Wednesday, 12 December 2012

Gratitude

I want to express my sincere gratitude to everyone who reads, follows, responds to this blog. I want to reassure you all that I AM OK. I know that my past few posts have been a bit dark. There are purposes for this; 1. My world is a bit dark right now 2. Writing it helps me 3. I hope that in reading it someone out there might feel a tinge of hope when they are at their lowest, darkest place feeling hopeless.

I want to explain how mental illness feels in  a way that others may somehow understand how unpredictable and uncontrollable it is. Really, does anyone think if people had a choice they would put themselves in this situation, so vulnerable? During dark times we are subject to criticism, gossip, pity and even total disregard. Who would choose that? I compare it to homosexuality, it is just who we are, who would choose to be something that we know will only bring us difficulty in being accepted in society?

I have been living with this my whole life. I didn't start to realize something was wrong until I was about 18 when I could barely function on the inside and often stopped functioning on the outside as well. Now that I am aware of the symptoms and effects I know it has been with me since I was a little girl. So for those of you who are feeling sorry for me or are worried that I may not cope well this time...stop worrying. I have been doing this forever and have been in waaaayyyyyy darker places than I am right now.

This is just the first time I am sharing it publicly which, by the way, is a risky, scary thing to do. I usually function quite well from a very good place in life now. I have learned coping skills and cognitive therapy skills that get me through every day. Sometimes I have a "breakdown", "setback" and that is where I am now; just a setback. I am human.

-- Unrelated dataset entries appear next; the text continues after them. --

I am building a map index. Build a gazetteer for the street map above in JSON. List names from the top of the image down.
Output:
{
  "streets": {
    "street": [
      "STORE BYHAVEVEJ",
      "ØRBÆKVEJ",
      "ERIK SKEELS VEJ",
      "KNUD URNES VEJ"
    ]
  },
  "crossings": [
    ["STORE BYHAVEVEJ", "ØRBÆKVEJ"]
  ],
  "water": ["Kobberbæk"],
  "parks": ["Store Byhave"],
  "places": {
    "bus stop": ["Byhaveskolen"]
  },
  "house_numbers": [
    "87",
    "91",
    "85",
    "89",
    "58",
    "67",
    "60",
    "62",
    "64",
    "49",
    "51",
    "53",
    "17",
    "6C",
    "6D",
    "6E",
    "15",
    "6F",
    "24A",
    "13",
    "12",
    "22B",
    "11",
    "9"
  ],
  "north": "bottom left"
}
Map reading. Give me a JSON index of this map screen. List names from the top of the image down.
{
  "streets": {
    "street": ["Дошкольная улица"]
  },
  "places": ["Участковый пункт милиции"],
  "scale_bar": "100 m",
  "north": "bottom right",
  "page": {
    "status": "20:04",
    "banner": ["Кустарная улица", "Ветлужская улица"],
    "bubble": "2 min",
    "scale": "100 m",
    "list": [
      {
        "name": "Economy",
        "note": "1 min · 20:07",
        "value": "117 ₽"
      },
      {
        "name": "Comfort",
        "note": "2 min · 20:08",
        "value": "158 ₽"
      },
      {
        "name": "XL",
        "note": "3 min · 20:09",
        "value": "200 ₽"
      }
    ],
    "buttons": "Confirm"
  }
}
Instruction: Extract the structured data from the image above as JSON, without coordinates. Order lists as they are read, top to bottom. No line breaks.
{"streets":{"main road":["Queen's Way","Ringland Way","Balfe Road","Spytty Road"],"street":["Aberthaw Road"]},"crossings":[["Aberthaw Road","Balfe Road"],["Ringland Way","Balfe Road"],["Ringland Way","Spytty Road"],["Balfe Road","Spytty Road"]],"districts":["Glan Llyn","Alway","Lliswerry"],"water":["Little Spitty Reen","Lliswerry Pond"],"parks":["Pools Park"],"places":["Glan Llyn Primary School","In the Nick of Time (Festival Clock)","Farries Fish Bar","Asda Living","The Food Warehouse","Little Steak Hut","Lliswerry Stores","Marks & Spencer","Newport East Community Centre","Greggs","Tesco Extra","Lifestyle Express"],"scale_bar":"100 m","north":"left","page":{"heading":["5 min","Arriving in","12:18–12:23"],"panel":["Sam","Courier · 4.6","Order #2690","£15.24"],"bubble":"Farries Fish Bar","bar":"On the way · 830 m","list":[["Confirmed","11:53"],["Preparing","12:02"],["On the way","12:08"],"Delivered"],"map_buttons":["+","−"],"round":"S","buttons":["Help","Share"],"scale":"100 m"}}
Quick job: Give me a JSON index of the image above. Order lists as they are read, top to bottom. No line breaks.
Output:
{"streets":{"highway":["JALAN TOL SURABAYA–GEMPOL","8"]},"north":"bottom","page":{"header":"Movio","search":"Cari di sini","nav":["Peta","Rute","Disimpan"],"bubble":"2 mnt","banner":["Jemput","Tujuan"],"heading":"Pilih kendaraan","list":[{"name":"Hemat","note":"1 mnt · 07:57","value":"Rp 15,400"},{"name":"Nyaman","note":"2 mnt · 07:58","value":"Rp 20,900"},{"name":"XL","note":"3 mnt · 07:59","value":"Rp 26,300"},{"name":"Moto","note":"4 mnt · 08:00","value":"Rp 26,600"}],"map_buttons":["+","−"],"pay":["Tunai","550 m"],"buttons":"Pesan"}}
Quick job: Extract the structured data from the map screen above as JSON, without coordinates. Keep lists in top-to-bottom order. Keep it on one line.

I am a successful woman. I have two jobs, 7 kids (4 step), a husband, a home and everything that goes with all of that and I manage to do it all well. Right now I am leaning on some of those people for more help and support and they are aware that I am struggling and I will get past it as I always have in the past. I use the same approaches to examine my own life as I do with people I work with. I look at what is happening, write it down and set goals and actions to move forward. We are all unique in our needs but in one way we are all very much the same....we all struggle in some way, we all have a delay in development in some area. It doesn't take away from my intelligence or passion in my work and life. I am a smart woman with a difficult disease to manage but I am doing it successfully.

I love that people comment that they would never know these things about me based on my outer appearance. That is because I don't show it and times like right now it is a huge struggle to hide it.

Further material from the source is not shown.